Items from a dataset

----------------

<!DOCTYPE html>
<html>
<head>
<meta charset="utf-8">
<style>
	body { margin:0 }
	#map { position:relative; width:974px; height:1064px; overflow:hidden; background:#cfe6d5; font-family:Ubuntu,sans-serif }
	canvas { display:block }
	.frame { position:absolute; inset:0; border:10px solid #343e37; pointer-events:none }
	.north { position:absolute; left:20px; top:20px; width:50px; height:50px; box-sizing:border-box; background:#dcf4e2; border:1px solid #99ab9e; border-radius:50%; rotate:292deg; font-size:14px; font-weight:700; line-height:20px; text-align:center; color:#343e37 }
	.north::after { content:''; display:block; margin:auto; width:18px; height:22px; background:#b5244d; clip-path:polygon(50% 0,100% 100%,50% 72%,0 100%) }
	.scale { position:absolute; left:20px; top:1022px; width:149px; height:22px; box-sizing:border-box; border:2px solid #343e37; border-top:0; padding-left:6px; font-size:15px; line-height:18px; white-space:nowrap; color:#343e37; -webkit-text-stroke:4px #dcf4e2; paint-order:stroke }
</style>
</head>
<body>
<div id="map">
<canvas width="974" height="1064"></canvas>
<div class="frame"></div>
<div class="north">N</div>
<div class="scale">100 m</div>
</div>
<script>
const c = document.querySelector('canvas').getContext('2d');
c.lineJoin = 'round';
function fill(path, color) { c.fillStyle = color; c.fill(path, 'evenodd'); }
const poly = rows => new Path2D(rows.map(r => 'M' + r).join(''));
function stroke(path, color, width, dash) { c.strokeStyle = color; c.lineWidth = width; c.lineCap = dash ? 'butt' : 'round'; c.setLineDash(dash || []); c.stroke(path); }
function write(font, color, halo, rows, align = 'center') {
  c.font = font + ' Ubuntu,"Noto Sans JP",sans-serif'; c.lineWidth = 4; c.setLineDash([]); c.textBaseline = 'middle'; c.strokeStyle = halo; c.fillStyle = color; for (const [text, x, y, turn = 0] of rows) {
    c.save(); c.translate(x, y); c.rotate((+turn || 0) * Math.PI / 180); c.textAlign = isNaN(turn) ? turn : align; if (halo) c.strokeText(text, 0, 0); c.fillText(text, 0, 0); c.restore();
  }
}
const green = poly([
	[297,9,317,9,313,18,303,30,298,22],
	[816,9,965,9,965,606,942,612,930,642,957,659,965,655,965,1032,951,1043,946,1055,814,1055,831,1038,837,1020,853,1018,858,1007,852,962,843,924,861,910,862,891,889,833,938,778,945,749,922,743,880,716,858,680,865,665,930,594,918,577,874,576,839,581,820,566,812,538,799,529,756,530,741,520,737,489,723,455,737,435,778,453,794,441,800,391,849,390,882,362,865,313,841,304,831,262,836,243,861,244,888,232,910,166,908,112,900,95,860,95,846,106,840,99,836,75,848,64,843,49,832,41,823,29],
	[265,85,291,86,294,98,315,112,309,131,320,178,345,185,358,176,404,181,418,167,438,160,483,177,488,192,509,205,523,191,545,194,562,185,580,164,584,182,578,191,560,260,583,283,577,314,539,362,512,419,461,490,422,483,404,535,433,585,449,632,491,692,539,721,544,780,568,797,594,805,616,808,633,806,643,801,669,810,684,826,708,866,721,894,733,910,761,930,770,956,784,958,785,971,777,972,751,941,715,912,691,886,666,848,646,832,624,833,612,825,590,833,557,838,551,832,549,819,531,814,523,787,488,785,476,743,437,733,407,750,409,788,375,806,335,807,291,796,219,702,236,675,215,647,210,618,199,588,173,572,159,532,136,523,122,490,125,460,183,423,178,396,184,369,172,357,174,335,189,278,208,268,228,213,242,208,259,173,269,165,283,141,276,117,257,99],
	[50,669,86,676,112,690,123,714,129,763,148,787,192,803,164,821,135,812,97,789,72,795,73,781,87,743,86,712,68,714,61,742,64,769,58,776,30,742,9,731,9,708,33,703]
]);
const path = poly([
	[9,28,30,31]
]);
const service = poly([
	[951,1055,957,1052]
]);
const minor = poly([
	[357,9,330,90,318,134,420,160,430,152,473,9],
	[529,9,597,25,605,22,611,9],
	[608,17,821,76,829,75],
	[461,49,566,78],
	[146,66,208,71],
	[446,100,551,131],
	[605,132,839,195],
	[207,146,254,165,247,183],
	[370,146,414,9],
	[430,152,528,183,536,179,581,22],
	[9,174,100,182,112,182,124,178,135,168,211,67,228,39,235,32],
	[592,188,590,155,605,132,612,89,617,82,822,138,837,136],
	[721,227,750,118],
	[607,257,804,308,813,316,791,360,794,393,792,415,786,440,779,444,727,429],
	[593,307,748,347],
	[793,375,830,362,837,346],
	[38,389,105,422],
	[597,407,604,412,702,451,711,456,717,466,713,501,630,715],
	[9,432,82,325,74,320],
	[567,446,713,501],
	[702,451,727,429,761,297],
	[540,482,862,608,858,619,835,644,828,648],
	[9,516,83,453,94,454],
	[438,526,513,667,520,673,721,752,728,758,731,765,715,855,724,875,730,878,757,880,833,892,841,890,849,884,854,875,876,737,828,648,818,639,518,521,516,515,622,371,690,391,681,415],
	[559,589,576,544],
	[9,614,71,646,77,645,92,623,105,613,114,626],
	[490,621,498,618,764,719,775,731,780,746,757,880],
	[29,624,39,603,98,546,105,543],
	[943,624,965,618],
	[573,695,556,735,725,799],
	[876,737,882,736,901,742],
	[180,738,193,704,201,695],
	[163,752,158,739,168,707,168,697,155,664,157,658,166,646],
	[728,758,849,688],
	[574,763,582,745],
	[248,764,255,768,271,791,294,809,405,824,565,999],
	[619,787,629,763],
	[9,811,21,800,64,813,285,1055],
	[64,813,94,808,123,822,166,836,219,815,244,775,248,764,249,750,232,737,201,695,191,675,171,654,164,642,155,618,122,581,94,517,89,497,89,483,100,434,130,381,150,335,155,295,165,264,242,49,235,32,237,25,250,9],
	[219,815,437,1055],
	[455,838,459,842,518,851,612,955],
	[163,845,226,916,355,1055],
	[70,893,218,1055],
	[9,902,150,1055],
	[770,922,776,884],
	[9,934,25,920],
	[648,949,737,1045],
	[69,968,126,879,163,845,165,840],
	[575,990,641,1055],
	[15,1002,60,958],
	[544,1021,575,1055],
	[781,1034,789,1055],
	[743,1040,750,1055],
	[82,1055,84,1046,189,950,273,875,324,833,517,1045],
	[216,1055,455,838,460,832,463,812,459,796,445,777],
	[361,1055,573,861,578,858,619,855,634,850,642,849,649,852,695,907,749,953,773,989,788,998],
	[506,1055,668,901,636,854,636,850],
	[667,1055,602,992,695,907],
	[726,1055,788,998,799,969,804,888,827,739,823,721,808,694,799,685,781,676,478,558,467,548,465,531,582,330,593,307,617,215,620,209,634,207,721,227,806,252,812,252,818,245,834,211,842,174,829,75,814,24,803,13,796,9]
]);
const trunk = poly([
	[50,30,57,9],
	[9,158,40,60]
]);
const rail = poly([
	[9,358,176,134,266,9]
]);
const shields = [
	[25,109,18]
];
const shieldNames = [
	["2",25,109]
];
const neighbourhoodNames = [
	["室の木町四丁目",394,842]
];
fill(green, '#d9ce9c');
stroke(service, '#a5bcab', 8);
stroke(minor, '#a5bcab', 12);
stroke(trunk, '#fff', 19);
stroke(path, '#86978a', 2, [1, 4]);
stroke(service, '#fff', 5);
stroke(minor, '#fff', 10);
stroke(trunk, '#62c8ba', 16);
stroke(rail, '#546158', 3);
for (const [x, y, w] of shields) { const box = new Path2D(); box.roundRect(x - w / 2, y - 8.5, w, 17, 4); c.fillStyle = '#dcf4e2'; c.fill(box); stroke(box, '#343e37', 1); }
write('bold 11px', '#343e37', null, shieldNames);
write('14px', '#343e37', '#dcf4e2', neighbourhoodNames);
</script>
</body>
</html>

----------------

__Work required__:
Lines from the start of the records through the one containing "position:absolute; left:20px; top:20px;" are what should be retyped, exactly and in full, both ends included.

__Output for this task__:
<!DOCTYPE html>
<html>
<head>
<meta charset="utf-8">
<style>
	body { margin:0 }
	#map { position:relative; width:974px; height:1064px; overflow:hidden; background:#cfe6d5; font-family:Ubuntu,sans-serif }
	canvas { display:block }
	.frame { position:absolute; inset:0; border:10px solid #343e37; pointer-events:none }
	.north { position:absolute; left:20px; top:20px; width:50px; height:50px; box-sizing:border-box; background:#dcf4e2; border:1px solid #99ab9e; border-radius:50%; rotate:292deg; font-size:14px; font-weight:700; line-height:20px; text-align:center; color:#343e37 }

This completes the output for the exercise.